Among those is famed atheist and scientist Richard Dawkins, who says in the film, “Evolution is a fact, and therefore God doesn’t exist.” That is an egregious misuse of the word “therefore,” especially for a scientist. Evolution’s factuality or falseness has nothing to do with the possibility of a higher power. It might contradict Genesis, but not the idea of God altogether. Yet the film takes Dawkins’ statement and runs with it, as if his attitude is representative of Big Science as a whole. The message: If you believe in Darwinian evolution, then you can’t believe in God. And if you start out believing in God, the more you study evolution, the more atheistic you’ll become. Scientists who underwent such a shift personally are cited as cautionary tales. Beware of Darwinism! It will destroy your faith! (Of course, you have to wonder how strong someone’s faith was to begin with if it’s annihilated that easily.)

Ben Stein takes a surprisingly Michael Moore-ish attitude in his on-screen demeanor. Knowing that the comparatively small Discovery Institute in Seattle is at the root of the pro-Intelligent Design movement, he makes a point of wandering the streets pretending not to know where their headquarters are. “It must be this entire building,” he muses, since surely a group that has caused SUCH a ruckus must be a HUGE organization! Elsewhere, he pretends to think that “Intelligent Design is just reheated Creationism,” which he knows full well it isn’t. Those cloying tactics are annoying when Michael Moore uses them, and they’re no less grating coming from Stein.

But the film really turns to crap in its second half, when Stein and Co. take pains to point out that Hitler was a Darwinist. The concept of eugenics, of purifying the human race by killing the weaker members, goes along with Darwin’s “natural selection” theories. So the Nazis were Darwinists. Well, guess what? The Crusaders were Christians. Murdering 6 million Jews is no more a natural extension of Darwinism than killing unconverted Muslims is a natural consequence of Christianity. Evil deeds have been committed in the name of just about every belief system. And if you really want to go down THAT road, Ben Stein, more people have been killed in the name of religion than in the name of Darwin or science. So how about we not go down that road, OK?

The film’s director, Nathan Frankowski, and co-writers Kevin Miller and Walt Ruloff know the buttons to push for their audience, which they know will be mostly fundamentalist Christians and Creationists. Planned Parenthood, which passes out condoms (!) and helps women get abortions (!!), was partially founded by Margaret Sanger, who believed in eugenics! Of course, Planned Parenthood today has nothing to do with eugenics (or atheism, or science, or anything else related to this movie), but why not take the opportunity to increase the audience’s outrage anyway?

I find two quotes in the film to be particularly telling, in an ironic way.
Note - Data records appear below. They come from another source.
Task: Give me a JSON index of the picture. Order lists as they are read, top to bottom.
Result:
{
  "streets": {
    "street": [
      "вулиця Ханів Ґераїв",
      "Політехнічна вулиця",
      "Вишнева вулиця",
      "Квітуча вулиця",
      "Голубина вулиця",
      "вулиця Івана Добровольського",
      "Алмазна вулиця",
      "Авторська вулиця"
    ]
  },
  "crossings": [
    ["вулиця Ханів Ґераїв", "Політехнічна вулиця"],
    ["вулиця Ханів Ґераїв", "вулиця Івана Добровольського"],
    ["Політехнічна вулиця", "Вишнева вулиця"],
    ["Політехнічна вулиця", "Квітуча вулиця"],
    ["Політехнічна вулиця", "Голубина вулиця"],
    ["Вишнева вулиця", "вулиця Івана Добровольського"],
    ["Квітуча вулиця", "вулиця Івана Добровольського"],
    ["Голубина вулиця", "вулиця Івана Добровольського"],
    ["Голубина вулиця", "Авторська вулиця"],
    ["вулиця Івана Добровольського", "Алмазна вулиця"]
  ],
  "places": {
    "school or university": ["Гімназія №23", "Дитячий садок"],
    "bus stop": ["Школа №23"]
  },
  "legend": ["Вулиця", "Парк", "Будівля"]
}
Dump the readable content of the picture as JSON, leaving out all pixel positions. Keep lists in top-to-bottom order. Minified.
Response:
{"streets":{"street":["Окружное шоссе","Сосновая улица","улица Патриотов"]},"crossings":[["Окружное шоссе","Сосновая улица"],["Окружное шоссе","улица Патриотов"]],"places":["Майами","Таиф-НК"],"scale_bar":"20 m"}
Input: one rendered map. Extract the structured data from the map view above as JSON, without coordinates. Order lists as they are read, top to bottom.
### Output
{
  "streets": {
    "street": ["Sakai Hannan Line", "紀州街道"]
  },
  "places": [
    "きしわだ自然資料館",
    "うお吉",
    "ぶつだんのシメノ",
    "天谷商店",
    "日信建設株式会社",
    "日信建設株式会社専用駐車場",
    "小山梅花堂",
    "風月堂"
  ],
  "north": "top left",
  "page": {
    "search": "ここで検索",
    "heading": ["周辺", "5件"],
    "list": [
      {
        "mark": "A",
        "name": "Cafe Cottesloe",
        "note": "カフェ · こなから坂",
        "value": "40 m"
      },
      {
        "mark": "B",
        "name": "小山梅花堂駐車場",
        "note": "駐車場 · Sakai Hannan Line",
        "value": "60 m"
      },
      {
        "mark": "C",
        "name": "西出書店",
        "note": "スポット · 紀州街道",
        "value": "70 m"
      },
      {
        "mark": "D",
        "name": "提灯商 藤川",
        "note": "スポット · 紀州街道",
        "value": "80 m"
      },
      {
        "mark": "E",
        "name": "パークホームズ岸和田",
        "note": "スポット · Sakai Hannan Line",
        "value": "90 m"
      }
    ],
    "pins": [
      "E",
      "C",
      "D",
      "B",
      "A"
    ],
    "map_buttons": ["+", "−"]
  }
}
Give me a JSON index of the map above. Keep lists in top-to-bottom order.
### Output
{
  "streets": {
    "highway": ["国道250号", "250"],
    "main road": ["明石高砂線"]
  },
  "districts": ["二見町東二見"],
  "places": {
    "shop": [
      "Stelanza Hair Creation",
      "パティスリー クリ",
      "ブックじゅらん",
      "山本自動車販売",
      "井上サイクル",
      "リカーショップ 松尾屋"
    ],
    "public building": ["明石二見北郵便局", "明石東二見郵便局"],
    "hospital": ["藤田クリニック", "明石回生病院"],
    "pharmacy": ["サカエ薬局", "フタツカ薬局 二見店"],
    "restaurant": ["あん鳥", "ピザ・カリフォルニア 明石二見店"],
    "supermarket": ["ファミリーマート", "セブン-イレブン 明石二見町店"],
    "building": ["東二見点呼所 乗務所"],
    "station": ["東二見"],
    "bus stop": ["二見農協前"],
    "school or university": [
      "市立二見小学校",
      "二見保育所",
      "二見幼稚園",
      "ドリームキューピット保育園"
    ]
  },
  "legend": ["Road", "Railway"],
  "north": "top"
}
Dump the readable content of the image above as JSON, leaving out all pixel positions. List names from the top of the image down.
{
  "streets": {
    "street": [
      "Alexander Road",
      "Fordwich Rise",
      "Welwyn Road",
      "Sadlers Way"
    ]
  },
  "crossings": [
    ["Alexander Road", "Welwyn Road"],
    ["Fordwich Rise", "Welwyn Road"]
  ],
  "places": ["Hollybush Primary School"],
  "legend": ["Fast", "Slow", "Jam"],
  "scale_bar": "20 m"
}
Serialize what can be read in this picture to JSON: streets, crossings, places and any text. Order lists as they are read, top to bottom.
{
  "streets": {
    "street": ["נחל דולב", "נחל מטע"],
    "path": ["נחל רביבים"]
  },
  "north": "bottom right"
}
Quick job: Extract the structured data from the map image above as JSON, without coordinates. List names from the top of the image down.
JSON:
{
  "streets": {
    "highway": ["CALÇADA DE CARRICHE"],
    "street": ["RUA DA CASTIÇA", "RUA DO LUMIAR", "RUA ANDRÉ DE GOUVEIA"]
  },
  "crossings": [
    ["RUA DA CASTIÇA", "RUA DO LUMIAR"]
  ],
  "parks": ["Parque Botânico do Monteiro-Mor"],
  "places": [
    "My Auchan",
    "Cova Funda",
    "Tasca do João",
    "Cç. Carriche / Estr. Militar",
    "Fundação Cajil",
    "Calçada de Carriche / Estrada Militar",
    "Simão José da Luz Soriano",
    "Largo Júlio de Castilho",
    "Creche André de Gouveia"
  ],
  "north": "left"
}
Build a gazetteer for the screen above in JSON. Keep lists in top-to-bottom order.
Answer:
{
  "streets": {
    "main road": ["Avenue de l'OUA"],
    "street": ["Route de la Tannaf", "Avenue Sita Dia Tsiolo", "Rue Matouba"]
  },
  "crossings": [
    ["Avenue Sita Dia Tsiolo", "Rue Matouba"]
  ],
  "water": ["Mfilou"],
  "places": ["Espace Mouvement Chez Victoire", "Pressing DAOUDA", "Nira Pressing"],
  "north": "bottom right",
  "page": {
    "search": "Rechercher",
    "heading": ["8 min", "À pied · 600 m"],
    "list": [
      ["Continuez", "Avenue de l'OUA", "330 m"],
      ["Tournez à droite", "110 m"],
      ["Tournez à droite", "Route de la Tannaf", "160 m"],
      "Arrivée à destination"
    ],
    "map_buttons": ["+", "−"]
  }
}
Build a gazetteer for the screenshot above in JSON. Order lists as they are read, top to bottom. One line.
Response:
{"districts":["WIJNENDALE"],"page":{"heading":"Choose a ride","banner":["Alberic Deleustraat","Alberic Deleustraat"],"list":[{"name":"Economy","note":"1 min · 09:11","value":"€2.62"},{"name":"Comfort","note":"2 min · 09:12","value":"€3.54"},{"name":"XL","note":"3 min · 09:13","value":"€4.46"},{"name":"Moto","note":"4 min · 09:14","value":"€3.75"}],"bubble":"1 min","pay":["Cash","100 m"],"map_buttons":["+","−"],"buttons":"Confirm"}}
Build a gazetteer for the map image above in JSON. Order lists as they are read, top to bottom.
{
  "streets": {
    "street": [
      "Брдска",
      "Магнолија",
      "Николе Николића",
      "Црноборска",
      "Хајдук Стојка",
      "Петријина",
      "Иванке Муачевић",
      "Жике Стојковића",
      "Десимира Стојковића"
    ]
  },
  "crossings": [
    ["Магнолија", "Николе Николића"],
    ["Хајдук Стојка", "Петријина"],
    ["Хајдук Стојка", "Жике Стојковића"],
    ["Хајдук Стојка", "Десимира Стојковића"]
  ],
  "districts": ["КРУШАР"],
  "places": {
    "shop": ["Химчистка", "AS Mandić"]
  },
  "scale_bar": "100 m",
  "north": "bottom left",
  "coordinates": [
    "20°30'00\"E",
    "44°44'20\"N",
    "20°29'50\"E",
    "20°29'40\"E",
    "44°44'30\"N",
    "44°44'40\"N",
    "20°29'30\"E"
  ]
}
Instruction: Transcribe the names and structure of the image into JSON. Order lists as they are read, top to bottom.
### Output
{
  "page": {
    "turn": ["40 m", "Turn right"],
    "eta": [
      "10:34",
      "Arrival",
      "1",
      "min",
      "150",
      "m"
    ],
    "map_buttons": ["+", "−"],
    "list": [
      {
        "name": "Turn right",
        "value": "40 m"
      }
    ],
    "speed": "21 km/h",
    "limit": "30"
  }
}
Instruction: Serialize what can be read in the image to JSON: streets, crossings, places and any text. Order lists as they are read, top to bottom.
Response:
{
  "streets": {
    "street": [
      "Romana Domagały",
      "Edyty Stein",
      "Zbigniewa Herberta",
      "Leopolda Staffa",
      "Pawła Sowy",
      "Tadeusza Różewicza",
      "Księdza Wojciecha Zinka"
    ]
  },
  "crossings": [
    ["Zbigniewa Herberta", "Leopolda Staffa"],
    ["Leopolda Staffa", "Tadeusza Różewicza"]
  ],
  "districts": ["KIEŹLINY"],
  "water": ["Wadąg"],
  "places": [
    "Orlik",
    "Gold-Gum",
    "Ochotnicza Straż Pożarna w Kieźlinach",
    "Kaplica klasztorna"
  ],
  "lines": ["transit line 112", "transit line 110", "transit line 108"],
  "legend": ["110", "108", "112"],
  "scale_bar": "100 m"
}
Bruce Chapman, the head of the Discovery Institute says, “People who don’t have a good argument are reduced to throwing sand in your eyes.” Indeed.

Then there’s Stein himself. While decrying how staunchly anti-Intelligent Design most scientists are, he says, “Rational discussion is a nice thought, but it’s virtually impossible in the current environment.” This film is evidence that the ID crowd has given up on rational discussion and decided to be guilty of everything they accuse the other side of. It’s always nice when a movie reviews itself right in its title, and “Expelled: No Intelligence Allowed” does just that.

D+ (1 hr., 40 min.; PG, some disturbing Holocaust-related images.)